Ia mendayung perahu berukurang kecil yang memuat peralata pancing ikan, dari mata air sungai Digul ke arah muarah sambil membuang jaring ikan megikuti arus ke Wosu.
”Ini semua sudah berubah, pohon sudah tidak ada, sungai jadi kabur, ikan juga susah dapat. Kata perempuan itu sambil menengok kiri kanan sesekali sepanjang sungai itu dengan nada yang penuh risau.
Boven Digoel, Papua Selatan, sekitar 280.000 atau diperkiran empat kali Ibu Kota Jakarta hutan telah dialokasikan untuk diahlifungsikan menjadi perkebunan kelapa sawit melalui Proyek Tanah Merah. Tanah adat itu menjadi perebutan para investor Perusahaan seperti PT Indo Asiana Lestari, PT Menara Group, dan lainnya terlibat dalam pembukaan hutan ini. Namun, proyek ini menghadapi banyak masalah, termasuk pelanggaran hukum seperti manipulasi dokumen AMDAL dan pelibatan masyarakat adat tanpa persetujuan yang sah.
Kehidupan berubah sangat drastis semenjak adanya ekspansi kelapa sawit di Boven Digoel, lantaran terjadinya memecah belah suku suku terbesar di wilayah tersebut.
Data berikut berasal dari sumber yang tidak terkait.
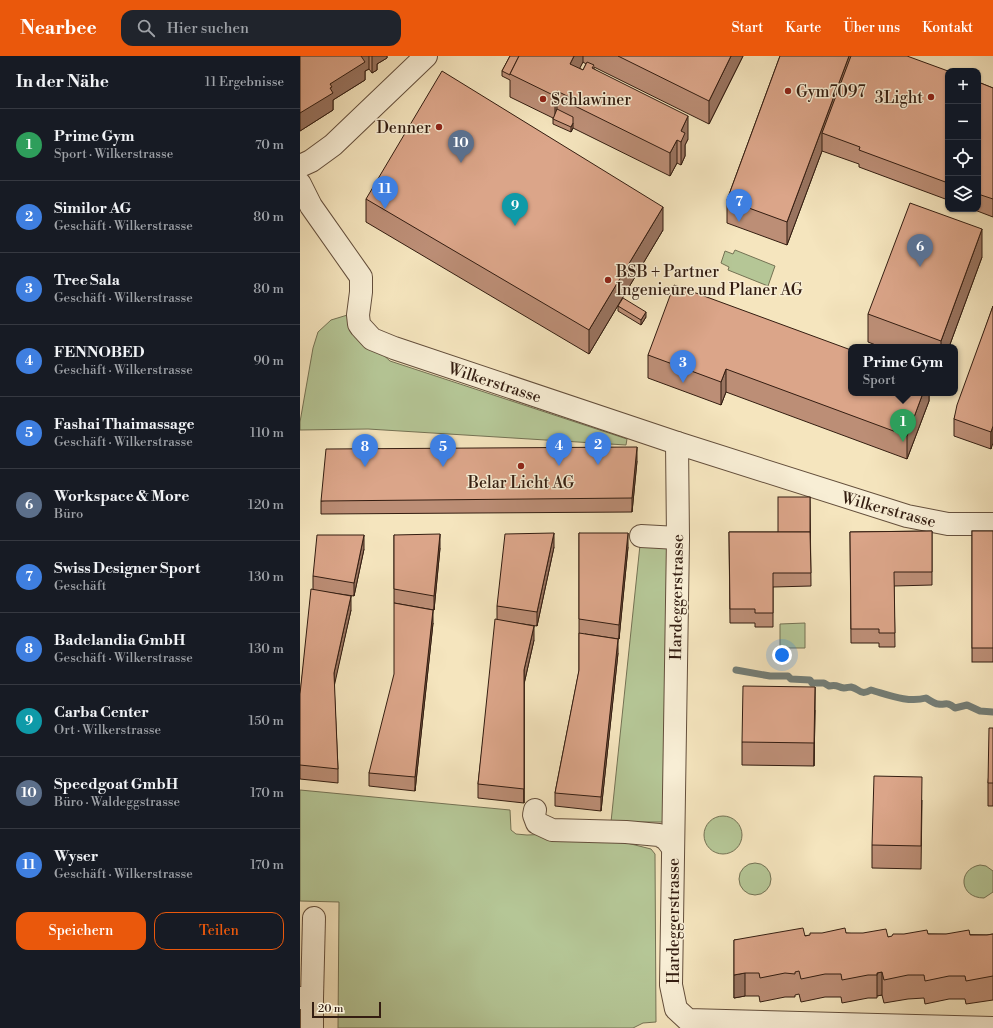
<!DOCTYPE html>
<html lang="de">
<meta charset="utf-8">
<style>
:root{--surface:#171b24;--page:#20242c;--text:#f1f3f6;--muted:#9ea1a6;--line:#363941;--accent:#ea580c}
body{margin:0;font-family:"Libre Bodoni",serif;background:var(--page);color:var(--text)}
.controls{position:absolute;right:12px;top:12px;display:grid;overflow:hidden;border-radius:8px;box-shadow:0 1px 3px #0004}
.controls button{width:36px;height:36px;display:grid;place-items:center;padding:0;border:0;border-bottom:1px solid var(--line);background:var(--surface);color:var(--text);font:20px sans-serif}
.scale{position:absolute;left:12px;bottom:10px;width:69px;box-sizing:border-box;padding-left:4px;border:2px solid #331d11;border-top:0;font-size:11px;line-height:14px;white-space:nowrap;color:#331d11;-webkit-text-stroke:3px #f8eed5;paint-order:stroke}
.you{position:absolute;left:482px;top:599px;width:14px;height:14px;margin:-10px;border:3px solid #fff;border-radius:50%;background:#1a73e8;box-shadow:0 0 0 6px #1a73e833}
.badge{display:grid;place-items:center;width:26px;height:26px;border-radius:50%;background:var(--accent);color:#fff;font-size:13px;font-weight:700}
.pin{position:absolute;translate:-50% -33px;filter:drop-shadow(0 1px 2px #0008)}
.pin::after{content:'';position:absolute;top:21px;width:14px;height:12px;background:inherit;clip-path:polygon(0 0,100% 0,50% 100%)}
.popup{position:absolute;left:548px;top:288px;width:110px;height:52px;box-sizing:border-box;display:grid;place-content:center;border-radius:8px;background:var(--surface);filter:drop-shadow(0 1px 3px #0005);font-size:13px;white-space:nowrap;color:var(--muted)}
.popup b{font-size:15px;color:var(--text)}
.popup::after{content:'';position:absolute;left:50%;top:100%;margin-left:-8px;border:8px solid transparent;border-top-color:var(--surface)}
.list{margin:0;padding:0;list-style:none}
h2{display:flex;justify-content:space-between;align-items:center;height:52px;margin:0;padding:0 16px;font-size:17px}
h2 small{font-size:13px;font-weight:400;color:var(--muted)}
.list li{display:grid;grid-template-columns:26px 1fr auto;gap:12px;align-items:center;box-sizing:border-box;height:72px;padding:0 16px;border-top:1px solid var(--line)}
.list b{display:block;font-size:15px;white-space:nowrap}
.list p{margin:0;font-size:13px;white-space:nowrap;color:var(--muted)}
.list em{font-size:13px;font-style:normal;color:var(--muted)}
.actions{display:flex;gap:8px;padding:12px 16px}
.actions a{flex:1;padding:9px 0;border:1px solid var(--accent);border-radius:12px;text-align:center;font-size:14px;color:var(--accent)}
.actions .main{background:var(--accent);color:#fff}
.icon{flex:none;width:22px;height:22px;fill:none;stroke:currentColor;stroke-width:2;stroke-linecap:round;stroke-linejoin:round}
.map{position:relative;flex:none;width:693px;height:972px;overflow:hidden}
header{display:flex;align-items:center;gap:24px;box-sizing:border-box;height:56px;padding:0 20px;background:var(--accent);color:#fff}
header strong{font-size:19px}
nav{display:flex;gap:22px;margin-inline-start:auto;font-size:14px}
.search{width:280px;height:36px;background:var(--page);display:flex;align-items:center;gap:10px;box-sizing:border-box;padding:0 14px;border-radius:12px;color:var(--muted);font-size:15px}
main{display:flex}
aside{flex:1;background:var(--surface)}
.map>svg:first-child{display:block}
.green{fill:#b5c696;stroke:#747254}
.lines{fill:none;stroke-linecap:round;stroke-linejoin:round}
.stream{stroke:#737d76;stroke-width:7}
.minor-casing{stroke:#644f3c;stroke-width:24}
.minor{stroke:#f8eed5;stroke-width:22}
.wall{fill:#bc8e76;stroke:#331d11;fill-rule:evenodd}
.shaded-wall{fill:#997460;stroke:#331d11}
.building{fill:#dba589;stroke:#331d11}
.poi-dot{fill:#8f2418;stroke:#f8eed5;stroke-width:1.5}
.labels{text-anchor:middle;stroke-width:3;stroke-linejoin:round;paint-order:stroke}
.poi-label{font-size:16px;fill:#331d11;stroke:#f8eed5;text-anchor:start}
.street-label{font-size:16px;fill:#331d11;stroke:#f8eed5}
</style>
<header>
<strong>Nearbee</strong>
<div class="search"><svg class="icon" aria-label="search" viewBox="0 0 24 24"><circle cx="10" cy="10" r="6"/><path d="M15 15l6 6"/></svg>Hier suchen</div>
<nav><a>Start</a><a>Karte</a><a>Über uns</a><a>Kontakt</a></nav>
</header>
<main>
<aside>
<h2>In der Nähe<small>11 Ergebnisse</small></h2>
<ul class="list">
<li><span class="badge" style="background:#2e9e5b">1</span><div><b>Prime Gym</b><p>Sport · Wilkerstrasse</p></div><em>70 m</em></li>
<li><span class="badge" style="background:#3f7fe0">2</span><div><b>Similor AG</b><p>Geschäft · Wilkerstrasse</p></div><em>80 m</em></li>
<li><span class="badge" style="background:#3f7fe0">3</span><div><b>Tree Sala</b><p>Geschäft · Wilkerstrasse</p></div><em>80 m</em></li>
<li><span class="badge" style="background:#3f7fe0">4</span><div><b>FENNOBED</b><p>Geschäft · Wilkerstrasse</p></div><em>90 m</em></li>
<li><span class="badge" style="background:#3f7fe0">5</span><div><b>Fashai Thaimassage</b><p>Geschäft · Wilkerstrasse</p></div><em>110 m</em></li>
<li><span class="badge" style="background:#5c6f8a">6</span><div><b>Workspace &amp; More</b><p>Büro</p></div><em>120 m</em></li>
<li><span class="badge" style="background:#3f7fe0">7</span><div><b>Swiss Designer Sport</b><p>Geschäft</p></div><em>130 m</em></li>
<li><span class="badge" style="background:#3f7fe0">8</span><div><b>Badelandia GmbH</b><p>Geschäft · Wilkerstrasse</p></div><em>130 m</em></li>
<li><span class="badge" style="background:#0f9aa8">9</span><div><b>Carba Center</b><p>Ort · Wilkerstrasse</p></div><em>150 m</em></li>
<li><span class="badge" style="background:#5c6f8a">10</span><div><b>Speedgoat GmbH</b><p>Büro · Waldeggstrasse</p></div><em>170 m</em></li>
<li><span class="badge" style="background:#3f7fe0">11</span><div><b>Wyser</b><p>Geschäft · Wilkerstrasse</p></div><em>170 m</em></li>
</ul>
<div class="actions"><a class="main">Speichern</a><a>Teilen</a></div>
</aside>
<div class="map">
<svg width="693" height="972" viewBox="0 0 693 972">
<rect width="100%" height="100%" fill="#f5e5be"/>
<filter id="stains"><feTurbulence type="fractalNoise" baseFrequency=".005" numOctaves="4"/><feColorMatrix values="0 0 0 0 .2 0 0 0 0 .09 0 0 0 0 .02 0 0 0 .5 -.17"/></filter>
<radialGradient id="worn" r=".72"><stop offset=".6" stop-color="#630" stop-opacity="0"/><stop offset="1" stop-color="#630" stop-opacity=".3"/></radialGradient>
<g class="green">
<path d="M435,194L475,210L468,230L428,214L429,211L421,207L425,195L433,198Z"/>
<path d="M54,257L59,277L90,305L327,383L326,389L68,373L0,374V366L13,292L18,276L31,264Z"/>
<path d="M340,489H369L367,766H311Z"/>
<path d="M505,567V592H480V568Z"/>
<path d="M0,734L210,754L211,774L216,778L227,779L252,778L323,786L351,793L355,798L356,966L343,967L333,972H38L39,846L0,845Z"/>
<circle cx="423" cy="779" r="19"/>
<circle cx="455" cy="823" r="16"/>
<path d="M680,809L686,810L693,815V836L684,842C659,842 657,813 680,809Z"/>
</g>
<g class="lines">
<path class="stream" d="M436,614L470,620H488L491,623L510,624L512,627H524L529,630C538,628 537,631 544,632C547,632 549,631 551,631C560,633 560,640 571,634C589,639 608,647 626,642C629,644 635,648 638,648C647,649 646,645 655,652L667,649L680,655L693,656"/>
<g class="minor-casing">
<g id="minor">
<path d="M0,110L11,105L33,89L126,0"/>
<path d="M0,128L11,150L61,221V236L58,259L59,268L61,271L72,283L94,292L377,387L607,460L648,468H693"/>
<path d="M377,387L378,482L371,929L376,953L388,964L693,972"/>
<path d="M341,480L378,482"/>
<path d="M235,754L234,759L237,767L252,774L326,776L359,779L366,783L373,792"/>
<path d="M0,942H12V972"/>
<path d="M12,942L14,862"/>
</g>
</g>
<use href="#minor" class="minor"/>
</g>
<g class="wall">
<path d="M0,0H87V2L77,8V14L72,17L69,13L65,15V24L33,44V54L0,75Z"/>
<path d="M210,0H443L409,68L294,11V13L388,83L385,89V100L381,109L377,107L370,120L273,72L271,76L253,68V62L210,41V24L202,20V15ZM283,6L286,8L283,14L279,12Z"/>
<path d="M480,0L648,15V144L559,111V108L522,95L487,189L427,167V144Z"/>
<path d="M678,26L693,32V161L672,153H678Z"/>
<path d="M66,143L363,174L289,298L66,166Z"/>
<path d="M682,201L649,291H581L568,286V258Z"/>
<path d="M318,250L346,261L341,269L318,255Z"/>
<path d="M693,250L691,393L654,380V363Z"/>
<path d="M348,299L629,337V345L607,403L426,336L421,349L348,322Z"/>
<path d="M337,405L332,456L21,458V445Z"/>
<path d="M510,441L511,530L473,531V571H455V567H430L429,476H478Z"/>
<path d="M632,475V529L594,530L595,591H579V587H551L550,476Z"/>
<rect x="672" y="475" width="21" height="131"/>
<path d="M279,477L328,491L319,583L285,578L318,597L301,755L255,750V737L279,615Z"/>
<path d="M94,479L140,492L134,554L94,547Z"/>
<path d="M254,491L237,570L209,566L234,584L224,628V747L178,742V728L197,564V550Z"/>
<path d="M64,493L54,540L25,536L51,554L34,628L38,713V727L0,723V638L13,534V520Z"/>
<path d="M133,567L115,735L69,730V717Z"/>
<path d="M515,654L514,710L442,709V686Z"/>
<path d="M693,672V750H688V727Z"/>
<path d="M622,744L621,813L572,812V789Z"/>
<path d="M546,877L588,881L628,878L687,879L693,878V944L666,948L665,943H649L625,948L624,942L608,943L584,947L582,939L577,940V942H568L542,947L541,941H525L501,946L499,938L495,939V941H485L460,946L459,940H445L434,942V884Z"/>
</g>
<g class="shaded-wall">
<path d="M61,0H69V13L65,15V24L33,44V54L0,75V57L30,28Z"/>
<path d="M72,0H87V2L77,8V14L72,17Z"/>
<path d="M274,0H283V6L270,31V8Z"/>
<path d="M431,0H443L409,68V45Z"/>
<path d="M549,0H557L522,77V95L487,189V166Z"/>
<path d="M257,35V58L255,63V40Z"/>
<path d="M388,60V83L385,89V100L381,109V75Z"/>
<path d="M273,67V72L271,76V71Z"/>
<path d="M377,84V107L370,120V97Z"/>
<path d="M363,151V174L289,298V274Z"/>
<path d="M682,173V201L649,291H641V285Z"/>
<path d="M346,256V261L341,269V264Z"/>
<path d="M426,313V336L421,349V326Z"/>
<path d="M623,337H629V345L607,403V380Z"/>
<path d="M693,370V387L691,393V376Z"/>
<path d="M337,391V405L332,456V442Z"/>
<path d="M254,477V491L237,570V556Z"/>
<path d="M328,477V491L319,583V569Z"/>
<path d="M140,478V492L134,554V540Z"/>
<path d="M64,479V493L54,540V527Z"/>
<path d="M51,540V554L34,631V617Z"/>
<path d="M133,554V567L115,735V721Z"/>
<path d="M234,570V584L224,628V747V614Z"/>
<path d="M318,583V597L301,755V741Z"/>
<path d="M515,631V654L514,710V687Z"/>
<path d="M582,916V939L577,940V917Z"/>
<path d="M445,917V940L434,942V919Z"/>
</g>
<g class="building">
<path d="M0,0H62H61L65,6L30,28L32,31L30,32L33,37L0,57Z"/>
<path d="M210,0H219L210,18V19L202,15Z"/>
<path d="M219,0H274L270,8L283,14L287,6L294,9L292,12L388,60L381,75L385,77L381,86L377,84L370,97L273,49L275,44L257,35L255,40L210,18Z"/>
<path d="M318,0H431L409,45Z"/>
<path d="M480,0H549L487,166L427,144Z"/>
<path d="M551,0H607L648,15V127L559,94L560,91L522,77Z"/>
<path d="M142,15L363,151L289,274L66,143Z"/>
<path d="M678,26L693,32V143L678,138Z"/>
<path d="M257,53L273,61V67L271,71L253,63Z"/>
<path d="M610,147L682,173L641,285L568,258Z"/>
<path d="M374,229L551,294V337H623L607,380L426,313L421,326L348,299Z"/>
<path d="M323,242L346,256L341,264L318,250Z"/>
<path d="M693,250V370L691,376L654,363L657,349Z"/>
<path d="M337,391L332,442L21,445L26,393Z"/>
<rect x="478" y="441" width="32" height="35"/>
<path d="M632,475V516H594L595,577H579V573H551L550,476Z"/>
<rect x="672" y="475" width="21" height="117"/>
<path d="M429,476H510L511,517H473V557H455V553H430Z"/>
<path d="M254,477L237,556L197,550L205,478Z"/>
<path d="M279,477H328L319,569L279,563Z"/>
<path d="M140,478L134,540L94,533V479Z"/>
<path d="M17,479H64L54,527L13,520Z"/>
<path d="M11,533L51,540L34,617L38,713L0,709V638Z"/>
<path d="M94,547L133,554L115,721L69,717L94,618Z"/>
<path d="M195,563L234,570L224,614V733L178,728Z"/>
<path d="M279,577L318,583L301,741L255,737L279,614Z"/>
<path d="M443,630L515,631L514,687L442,686Z"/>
<path d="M689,672H693V727H688Z"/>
<path d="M574,720L622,721L621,790L572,789Z"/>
<path d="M503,872L505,880L510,879V877H522L545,872L546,877H563L586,873L588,881L592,880L593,878H604L627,874L628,878H646L669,874L670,879H687L693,878V920L666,925L665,920H649L625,925L624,919H608L584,924L582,916L577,917V919H568L542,924L541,918H525L501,923L499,915L495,916V918L485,917L460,922L459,917H445L434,919V884Z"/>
</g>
<g class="poi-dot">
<circle cx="488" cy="35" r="4"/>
<circle cx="631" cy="41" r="4"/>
<circle cx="243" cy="43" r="4"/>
<circle cx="139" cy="71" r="4"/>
<circle cx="308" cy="224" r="4"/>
<circle cx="221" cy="410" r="4"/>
</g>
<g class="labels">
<g class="poi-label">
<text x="496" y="41">Gym7097</text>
<text x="623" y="47" text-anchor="end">3Light</text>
<text x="251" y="49">Schlawiner</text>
<text x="131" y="77" text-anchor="end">Denner</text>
<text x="316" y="221">BSB + Partner<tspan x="316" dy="18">Ingenieure und Planer AG</tspan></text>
<text x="221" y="432" text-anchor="middle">Belar Licht AG</text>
</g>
<g class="street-label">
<text transform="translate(195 326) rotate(18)" y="6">Wilkerstrasse</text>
<text transform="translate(589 453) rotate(15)" y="6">Wilkerstrasse</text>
<text transform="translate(376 541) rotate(-89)" y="6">Hardeggerstrasse</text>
<text transform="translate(373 865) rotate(-90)" y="6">Hardeggerstrasse</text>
</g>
</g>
<rect width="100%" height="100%" filter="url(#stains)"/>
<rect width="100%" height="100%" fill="url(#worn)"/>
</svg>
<div class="controls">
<button>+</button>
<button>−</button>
<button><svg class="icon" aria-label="locate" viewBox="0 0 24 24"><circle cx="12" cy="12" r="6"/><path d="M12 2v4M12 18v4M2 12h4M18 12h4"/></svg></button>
<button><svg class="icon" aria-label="layers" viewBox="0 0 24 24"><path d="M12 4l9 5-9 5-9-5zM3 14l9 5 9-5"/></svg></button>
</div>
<div class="scale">20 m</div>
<div class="you"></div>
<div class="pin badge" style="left:603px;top:386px;background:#2e9e5b">1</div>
<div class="popup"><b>Prime Gym</b>Sport</div>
<div class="pin badge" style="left:298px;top:409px;background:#3f7fe0">2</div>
<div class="pin badge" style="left:383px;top:327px;background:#3f7fe0">3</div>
<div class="pin badge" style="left:259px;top:410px;background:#3f7fe0">4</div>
<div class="pin badge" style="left:143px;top:411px;background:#3f7fe0">5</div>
<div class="pin badge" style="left:620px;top:211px;background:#5c6f8a">6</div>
<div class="pin badge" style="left:439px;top:166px;background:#3f7fe0">7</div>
<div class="pin badge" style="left:65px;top:411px;background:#3f7fe0">8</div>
<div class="pin badge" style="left:215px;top:170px;background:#0f9aa8">9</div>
<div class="pin badge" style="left:161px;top:107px;background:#5c6f8a">10</div>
<div class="pin badge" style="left:85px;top:153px;background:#3f7fe0">11</div>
</div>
</main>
Mereka yang setuju dengan alasan perusahan akan membantu memenuhi kebutuhan dan jaminan pekerjaan, sementara mereka yang menolak meyakini bahwa hutan sudah cukup untuk menghidupi mereka, sawit justru membawa penderitaan baru.
Dampaknya mencakup kerusakan ekosistem yang mengancam keanekaragaman hayati, kehilangan sumber penghidupan masyarakat adat suku Awyu terutam dusun sagu, dan meningkatnya risiko perubahan iklim akibat deforestasi masif Pemerintah Indonesia telah mencabut beberapa izin usaha, tetapi upaya hukum perusahaan masih terus berlangsung.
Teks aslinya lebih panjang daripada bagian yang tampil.